__AVAILABLE DATA__.

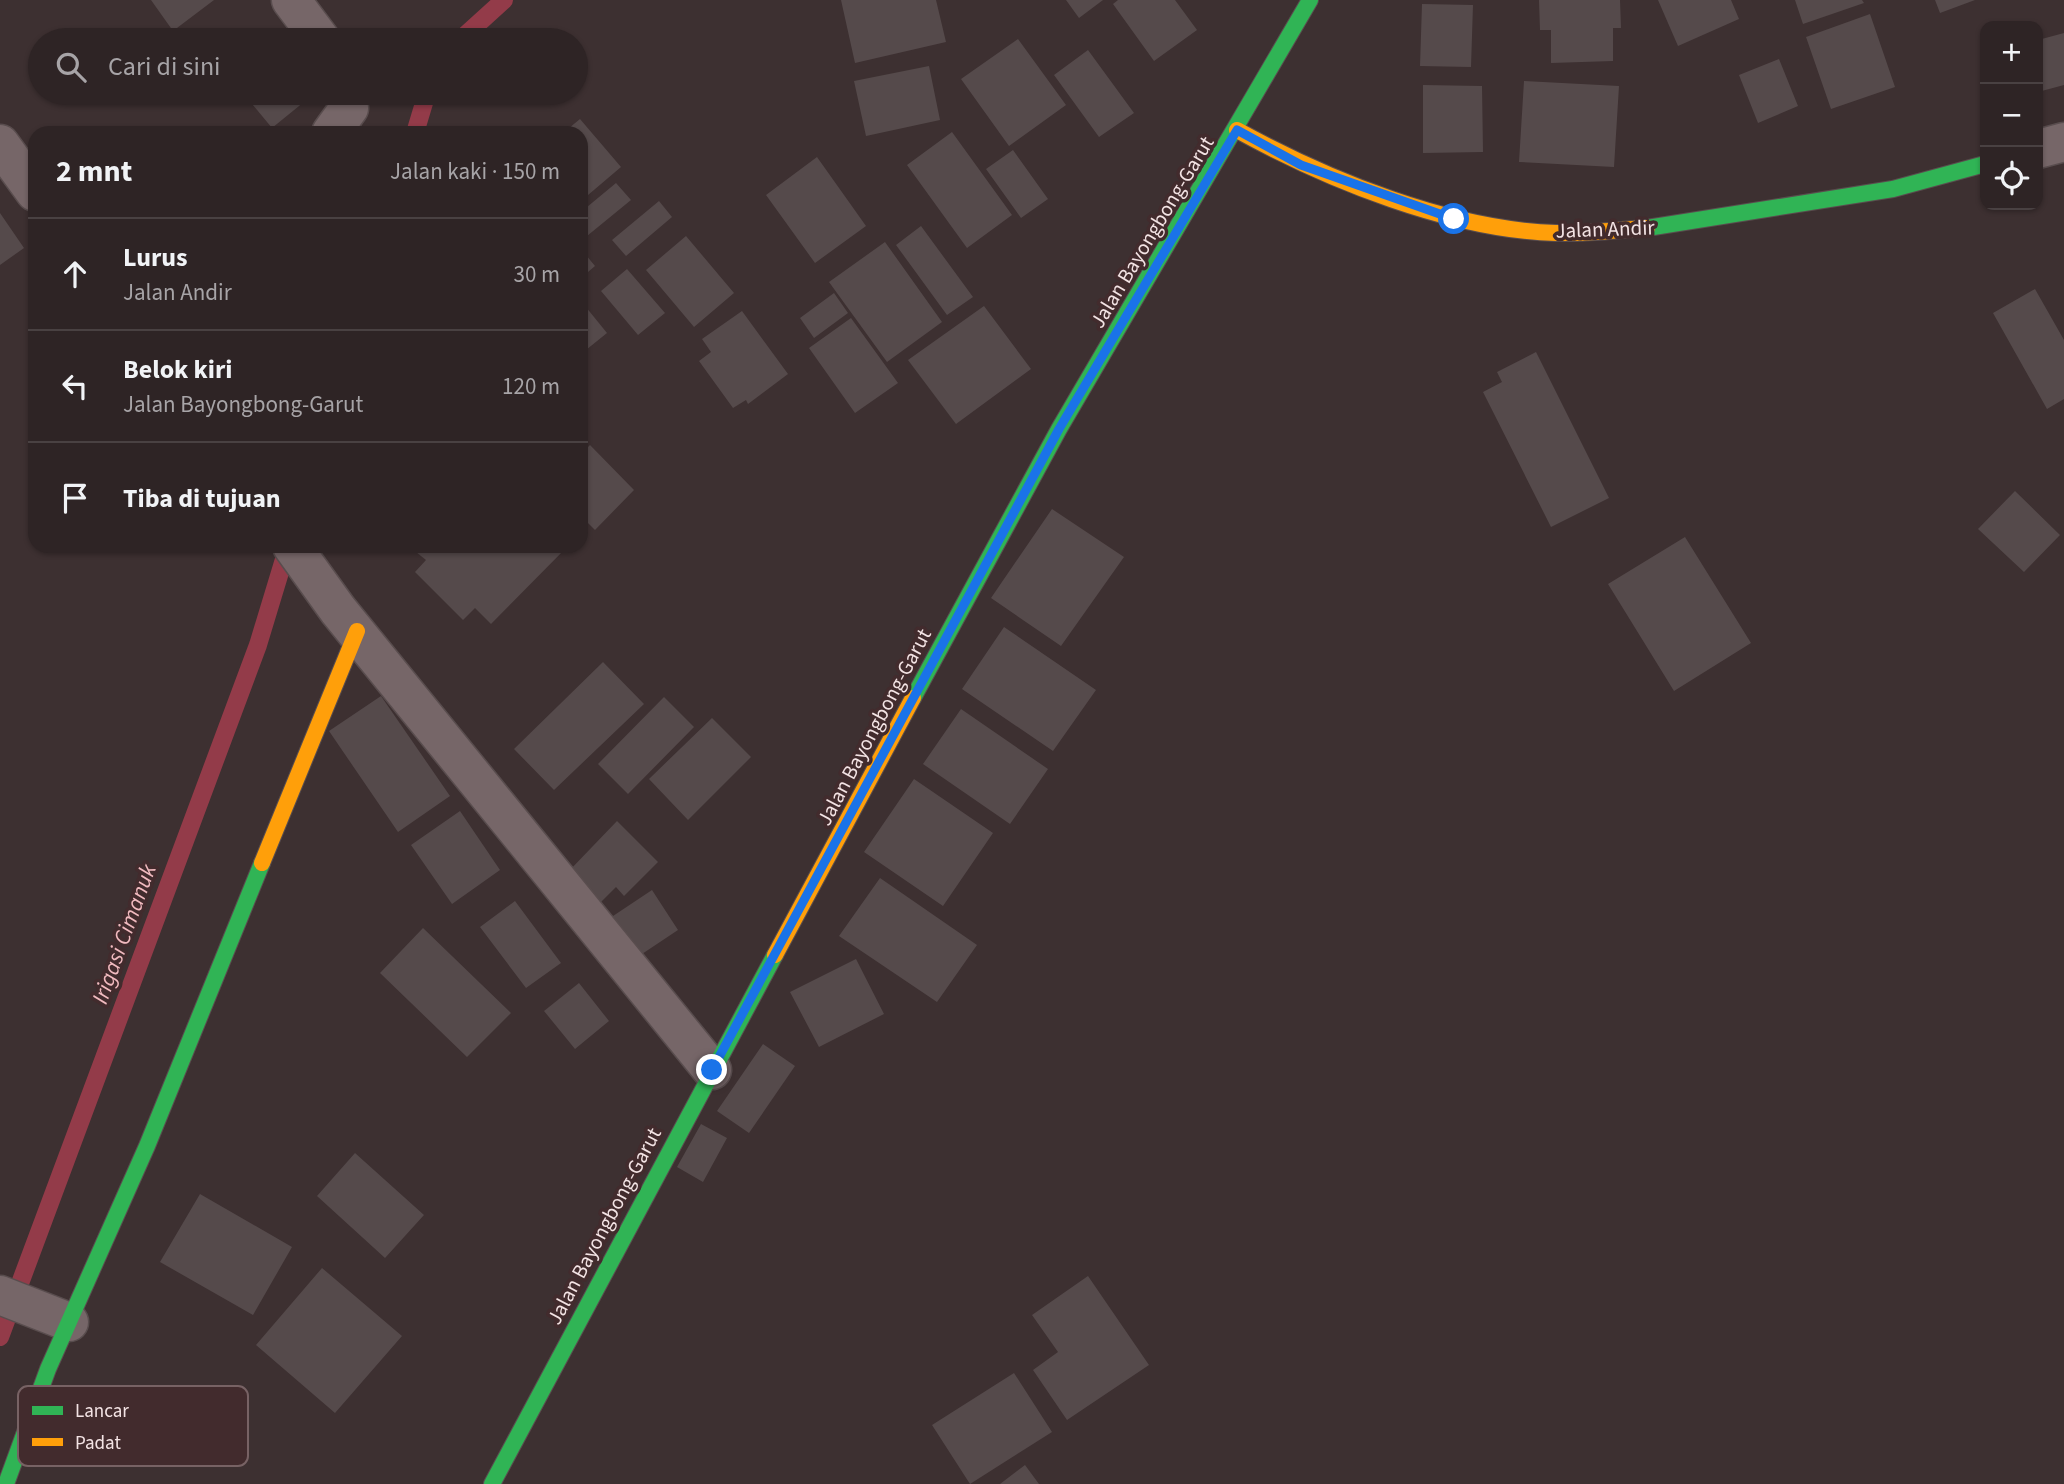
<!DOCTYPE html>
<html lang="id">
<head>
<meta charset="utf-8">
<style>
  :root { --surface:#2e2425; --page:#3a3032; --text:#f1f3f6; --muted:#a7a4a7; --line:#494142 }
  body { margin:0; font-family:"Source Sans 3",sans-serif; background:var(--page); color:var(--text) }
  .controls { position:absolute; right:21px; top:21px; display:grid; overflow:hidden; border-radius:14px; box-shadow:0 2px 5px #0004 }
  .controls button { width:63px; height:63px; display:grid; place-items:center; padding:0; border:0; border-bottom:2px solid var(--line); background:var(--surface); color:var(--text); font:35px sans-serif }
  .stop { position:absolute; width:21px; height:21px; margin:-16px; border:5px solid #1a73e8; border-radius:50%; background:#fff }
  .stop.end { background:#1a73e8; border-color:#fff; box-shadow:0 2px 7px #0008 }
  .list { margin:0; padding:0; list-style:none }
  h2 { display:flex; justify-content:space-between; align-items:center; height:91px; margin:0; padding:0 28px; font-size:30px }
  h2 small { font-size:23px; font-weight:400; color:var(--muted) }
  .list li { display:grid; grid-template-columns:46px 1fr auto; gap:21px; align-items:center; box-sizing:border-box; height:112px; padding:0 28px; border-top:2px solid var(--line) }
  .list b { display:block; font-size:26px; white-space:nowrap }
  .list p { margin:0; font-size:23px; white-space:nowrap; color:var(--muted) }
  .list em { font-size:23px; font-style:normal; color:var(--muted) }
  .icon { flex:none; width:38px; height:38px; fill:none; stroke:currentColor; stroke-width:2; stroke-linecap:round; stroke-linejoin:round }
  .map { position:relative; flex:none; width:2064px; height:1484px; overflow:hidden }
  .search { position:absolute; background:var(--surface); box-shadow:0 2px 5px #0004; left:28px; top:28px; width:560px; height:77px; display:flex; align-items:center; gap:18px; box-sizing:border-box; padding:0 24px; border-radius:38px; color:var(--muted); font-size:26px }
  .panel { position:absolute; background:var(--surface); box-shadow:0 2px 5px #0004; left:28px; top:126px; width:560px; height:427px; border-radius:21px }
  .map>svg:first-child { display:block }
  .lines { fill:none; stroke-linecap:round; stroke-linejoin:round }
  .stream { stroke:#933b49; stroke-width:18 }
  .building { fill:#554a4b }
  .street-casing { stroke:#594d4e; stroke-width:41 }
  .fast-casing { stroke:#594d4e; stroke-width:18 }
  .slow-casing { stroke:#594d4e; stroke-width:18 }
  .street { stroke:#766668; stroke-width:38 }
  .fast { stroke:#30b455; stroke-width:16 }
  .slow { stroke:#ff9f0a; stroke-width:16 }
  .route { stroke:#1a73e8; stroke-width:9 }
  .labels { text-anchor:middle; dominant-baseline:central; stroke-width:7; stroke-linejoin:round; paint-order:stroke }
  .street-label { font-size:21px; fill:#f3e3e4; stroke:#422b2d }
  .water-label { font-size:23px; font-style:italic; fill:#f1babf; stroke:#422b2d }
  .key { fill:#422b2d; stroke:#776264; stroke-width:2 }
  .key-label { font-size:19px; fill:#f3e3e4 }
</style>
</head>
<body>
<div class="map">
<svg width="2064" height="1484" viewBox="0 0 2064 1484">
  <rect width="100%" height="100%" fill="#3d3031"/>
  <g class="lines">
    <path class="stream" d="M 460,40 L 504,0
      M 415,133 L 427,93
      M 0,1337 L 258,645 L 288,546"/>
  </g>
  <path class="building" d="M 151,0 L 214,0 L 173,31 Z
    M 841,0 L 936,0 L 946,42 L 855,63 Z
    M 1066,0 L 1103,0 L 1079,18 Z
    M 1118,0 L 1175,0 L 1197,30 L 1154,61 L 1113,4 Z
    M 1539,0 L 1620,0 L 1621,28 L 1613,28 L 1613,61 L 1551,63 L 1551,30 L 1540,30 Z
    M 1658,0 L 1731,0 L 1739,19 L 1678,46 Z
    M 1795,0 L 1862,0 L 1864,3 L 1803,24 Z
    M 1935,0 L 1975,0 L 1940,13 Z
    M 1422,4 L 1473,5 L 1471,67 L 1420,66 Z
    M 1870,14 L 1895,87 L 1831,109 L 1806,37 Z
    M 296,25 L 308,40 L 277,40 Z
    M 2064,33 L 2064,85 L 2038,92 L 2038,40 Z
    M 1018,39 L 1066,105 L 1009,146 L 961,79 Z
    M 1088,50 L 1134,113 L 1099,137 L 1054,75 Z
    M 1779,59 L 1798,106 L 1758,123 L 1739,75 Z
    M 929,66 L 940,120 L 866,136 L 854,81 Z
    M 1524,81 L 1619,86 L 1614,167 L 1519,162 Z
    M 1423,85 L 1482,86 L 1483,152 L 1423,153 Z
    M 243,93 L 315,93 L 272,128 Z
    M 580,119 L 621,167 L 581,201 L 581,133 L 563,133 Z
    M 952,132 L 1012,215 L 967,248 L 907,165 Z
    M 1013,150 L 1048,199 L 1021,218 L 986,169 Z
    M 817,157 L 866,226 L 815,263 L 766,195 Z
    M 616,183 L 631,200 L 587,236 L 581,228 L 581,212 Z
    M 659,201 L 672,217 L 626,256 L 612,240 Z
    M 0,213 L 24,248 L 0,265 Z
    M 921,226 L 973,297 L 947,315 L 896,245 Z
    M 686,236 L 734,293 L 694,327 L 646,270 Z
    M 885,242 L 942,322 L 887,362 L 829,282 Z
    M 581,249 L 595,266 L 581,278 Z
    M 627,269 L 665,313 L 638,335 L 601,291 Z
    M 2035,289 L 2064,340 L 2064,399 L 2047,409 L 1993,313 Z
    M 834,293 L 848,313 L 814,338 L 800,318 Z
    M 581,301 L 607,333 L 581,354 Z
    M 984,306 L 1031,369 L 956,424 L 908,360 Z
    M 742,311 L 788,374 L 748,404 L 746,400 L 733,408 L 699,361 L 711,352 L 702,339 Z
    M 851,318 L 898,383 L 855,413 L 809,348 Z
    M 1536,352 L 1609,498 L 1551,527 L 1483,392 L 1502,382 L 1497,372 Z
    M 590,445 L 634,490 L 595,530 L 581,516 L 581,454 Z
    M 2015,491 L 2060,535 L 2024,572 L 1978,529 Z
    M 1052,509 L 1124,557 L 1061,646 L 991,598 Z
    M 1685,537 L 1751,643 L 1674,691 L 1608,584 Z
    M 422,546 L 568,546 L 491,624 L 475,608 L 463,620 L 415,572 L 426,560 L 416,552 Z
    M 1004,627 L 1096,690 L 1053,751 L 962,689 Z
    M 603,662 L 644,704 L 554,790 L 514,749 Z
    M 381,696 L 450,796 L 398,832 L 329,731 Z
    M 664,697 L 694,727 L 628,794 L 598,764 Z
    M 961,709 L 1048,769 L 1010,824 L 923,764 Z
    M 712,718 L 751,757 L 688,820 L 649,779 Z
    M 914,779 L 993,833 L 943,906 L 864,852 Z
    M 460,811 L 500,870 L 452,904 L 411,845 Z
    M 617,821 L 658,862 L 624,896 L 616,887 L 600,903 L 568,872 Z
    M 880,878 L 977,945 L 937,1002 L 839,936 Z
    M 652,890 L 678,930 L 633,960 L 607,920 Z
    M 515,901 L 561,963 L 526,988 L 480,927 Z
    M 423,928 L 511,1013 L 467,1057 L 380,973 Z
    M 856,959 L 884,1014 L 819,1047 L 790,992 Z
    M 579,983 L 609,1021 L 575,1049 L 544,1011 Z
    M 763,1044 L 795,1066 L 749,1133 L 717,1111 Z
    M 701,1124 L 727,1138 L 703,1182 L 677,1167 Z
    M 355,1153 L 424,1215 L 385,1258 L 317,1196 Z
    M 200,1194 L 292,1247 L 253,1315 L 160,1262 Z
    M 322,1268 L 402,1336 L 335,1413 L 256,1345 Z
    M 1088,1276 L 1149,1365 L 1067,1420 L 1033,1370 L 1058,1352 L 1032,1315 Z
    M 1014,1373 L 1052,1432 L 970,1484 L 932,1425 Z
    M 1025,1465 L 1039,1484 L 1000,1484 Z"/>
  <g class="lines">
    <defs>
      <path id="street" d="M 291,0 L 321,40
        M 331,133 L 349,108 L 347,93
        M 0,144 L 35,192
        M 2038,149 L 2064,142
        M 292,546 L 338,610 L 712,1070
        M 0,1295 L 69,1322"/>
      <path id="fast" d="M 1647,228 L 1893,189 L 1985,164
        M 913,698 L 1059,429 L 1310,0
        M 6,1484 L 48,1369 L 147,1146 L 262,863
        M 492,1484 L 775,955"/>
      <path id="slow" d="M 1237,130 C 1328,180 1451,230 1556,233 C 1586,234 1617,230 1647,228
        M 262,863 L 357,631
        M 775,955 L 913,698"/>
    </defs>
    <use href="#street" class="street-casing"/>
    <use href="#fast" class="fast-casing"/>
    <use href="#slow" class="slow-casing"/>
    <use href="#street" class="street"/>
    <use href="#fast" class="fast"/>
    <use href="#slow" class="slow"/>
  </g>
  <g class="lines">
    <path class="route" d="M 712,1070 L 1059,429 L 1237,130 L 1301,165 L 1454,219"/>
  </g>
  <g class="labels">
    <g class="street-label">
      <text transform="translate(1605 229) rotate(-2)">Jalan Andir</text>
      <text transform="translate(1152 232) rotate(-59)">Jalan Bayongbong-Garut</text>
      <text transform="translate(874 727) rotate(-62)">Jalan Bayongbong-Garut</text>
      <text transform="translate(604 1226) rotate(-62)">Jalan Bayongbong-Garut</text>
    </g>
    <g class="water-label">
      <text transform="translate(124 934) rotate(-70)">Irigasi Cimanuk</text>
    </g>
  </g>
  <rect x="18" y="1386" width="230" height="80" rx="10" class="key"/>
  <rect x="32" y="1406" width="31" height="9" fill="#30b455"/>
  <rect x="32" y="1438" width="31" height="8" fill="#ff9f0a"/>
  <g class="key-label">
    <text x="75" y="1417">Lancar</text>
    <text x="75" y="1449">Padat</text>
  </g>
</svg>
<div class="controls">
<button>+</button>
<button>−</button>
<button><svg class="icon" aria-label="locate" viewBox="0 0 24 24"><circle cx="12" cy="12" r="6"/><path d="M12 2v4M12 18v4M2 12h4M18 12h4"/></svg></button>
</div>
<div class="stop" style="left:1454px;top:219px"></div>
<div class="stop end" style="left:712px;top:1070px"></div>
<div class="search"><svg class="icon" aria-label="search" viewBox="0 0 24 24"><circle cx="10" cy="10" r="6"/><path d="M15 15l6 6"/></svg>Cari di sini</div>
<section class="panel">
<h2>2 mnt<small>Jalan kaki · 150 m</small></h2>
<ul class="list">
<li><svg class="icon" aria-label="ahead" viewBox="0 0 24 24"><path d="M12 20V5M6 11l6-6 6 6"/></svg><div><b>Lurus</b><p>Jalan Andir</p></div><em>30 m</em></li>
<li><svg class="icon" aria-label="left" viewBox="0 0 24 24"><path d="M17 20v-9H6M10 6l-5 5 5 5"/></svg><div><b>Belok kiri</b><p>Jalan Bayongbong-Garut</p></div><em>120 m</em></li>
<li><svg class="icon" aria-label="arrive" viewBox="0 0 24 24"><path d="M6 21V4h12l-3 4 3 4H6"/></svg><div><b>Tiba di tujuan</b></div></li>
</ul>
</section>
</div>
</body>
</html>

__WHAT THE TASK REQUIRES__. Using the entries above, give again exactly the lines from the line holding "M 322,1268 L" through the line holding "M 6,1484 L 48,1369". Include both end lines and nothing else.

__EXERCISE SOLUTION__.
    M 322,1268 L 402,1336 L 335,1413 L 256,1345 Z
    M 1088,1276 L 1149,1365 L 1067,1420 L 1033,1370 L 1058,1352 L 1032,1315 Z
    M 1014,1373 L 1052,1432 L 970,1484 L 932,1425 Z
    M 1025,1465 L 1039,1484 L 1000,1484 Z"/>
  <g class="lines">
    <defs>
      <path id="street" d="M 291,0 L 321,40
        M 331,133 L 349,108 L 347,93
        M 0,144 L 35,192
        M 2038,149 L 2064,142
        M 292,546 L 338,610 L 712,1070
        M 0,1295 L 69,1322"/>
      <path id="fast" d="M 1647,228 L 1893,189 L 1985,164
        M 913,698 L 1059,429 L 1310,0
        M 6,1484 L 48,1369 L 147,1146 L 262,863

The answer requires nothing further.